1923 Eliza comes to stay posterThrapston Amateur Dramatic Society began life as the Corn Exchange Players in 1913 when Mr S C Ainsworth invited musicians and would-be actors to stage an evening of country house entertainment, finished with Personally Or By Letter by Ian Hay. A letter from the playwright confirms that this was the play’s first public performance in England.

The Society was formed in 1927, with 24 vice-presidents subscribing ten shillings and sixpence (52p) and 87 ordinary members two-and-six (25p). TADS’ first play was Peg O’ My Heart, the society paying £22 for a man to erect the hired scenery and stay for a week. Five pounds from the profits was given to charity. In those days the committee used to decide which actor would take which part, and needed three meetings to cast The Sport of Kings for 1928. It was in that year that the plea for electric light at the Corn Exchange was finally answered.
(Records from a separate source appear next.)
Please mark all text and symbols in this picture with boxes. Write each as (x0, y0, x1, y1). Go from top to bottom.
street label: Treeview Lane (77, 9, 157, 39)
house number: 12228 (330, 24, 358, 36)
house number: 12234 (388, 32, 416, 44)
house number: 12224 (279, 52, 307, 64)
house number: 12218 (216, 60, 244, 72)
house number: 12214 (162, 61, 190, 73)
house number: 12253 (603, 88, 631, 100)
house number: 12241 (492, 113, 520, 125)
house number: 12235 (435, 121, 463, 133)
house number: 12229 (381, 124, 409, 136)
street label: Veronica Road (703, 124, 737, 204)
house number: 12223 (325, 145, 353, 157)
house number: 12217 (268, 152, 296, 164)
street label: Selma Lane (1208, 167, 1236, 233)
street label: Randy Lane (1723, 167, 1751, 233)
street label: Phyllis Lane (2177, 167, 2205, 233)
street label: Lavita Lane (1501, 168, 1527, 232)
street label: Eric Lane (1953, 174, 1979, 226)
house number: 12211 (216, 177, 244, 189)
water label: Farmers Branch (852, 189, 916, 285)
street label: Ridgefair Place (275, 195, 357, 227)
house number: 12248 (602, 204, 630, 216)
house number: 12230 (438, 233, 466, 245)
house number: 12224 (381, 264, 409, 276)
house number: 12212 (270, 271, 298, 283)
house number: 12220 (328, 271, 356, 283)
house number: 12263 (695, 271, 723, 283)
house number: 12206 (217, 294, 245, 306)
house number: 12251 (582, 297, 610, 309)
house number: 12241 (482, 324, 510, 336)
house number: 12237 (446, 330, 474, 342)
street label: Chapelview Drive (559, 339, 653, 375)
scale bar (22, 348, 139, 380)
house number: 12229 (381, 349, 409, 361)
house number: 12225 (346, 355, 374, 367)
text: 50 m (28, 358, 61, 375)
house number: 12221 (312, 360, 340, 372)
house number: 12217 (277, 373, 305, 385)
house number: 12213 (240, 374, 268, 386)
Thrapston, a small market town had flourished, with its navigable waterway the Nene (say Nen) its two railway stations and its foundry, the Smith and Grace Screw Boss Pulley Company, who made agricultural implements for the world. TADS vice-presidents included most of the local landed gentry. In the cast of The Irresistible Marmaduke, 1923, appear the names of Dr E St Clair Gainer and Miss Dorothy Smith. Two years later in Captain X they are Dr and Mrs Gainer, thus uniting two of the town’s leading families. Their son, Dr Nigel St Clair Gainer, is now the society’s president.
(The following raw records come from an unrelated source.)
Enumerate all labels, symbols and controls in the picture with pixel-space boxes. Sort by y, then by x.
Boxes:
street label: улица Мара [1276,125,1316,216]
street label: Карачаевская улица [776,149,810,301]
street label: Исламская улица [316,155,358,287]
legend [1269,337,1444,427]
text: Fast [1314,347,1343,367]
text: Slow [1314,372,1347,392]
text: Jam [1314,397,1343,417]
Sadly, the town has lost much of its heritage. Both its railway stations closed, pouring their traffic on to the arterial A604 road through the High Street. This became the A14, bypassing Thrapston, but not before the town was torn apart in a road-widening scheme. Two town centre hotels where the society had rehearsal rooms were demolished and the Corn Exchange ceased its role as a community centre to become an auctioneer’s saleroom. From 1962 to 1975 TADS took their theatre to the local school hall. Not the most suitable venue, this hall doubled as a gym and could not be curtained. The acoustics were such that the audience could hear better in the back row than the front. The school became costly as hire charges went up, though rehearsals cost nothing as we enrolled as an evening class, the director acting as tutor and being paid.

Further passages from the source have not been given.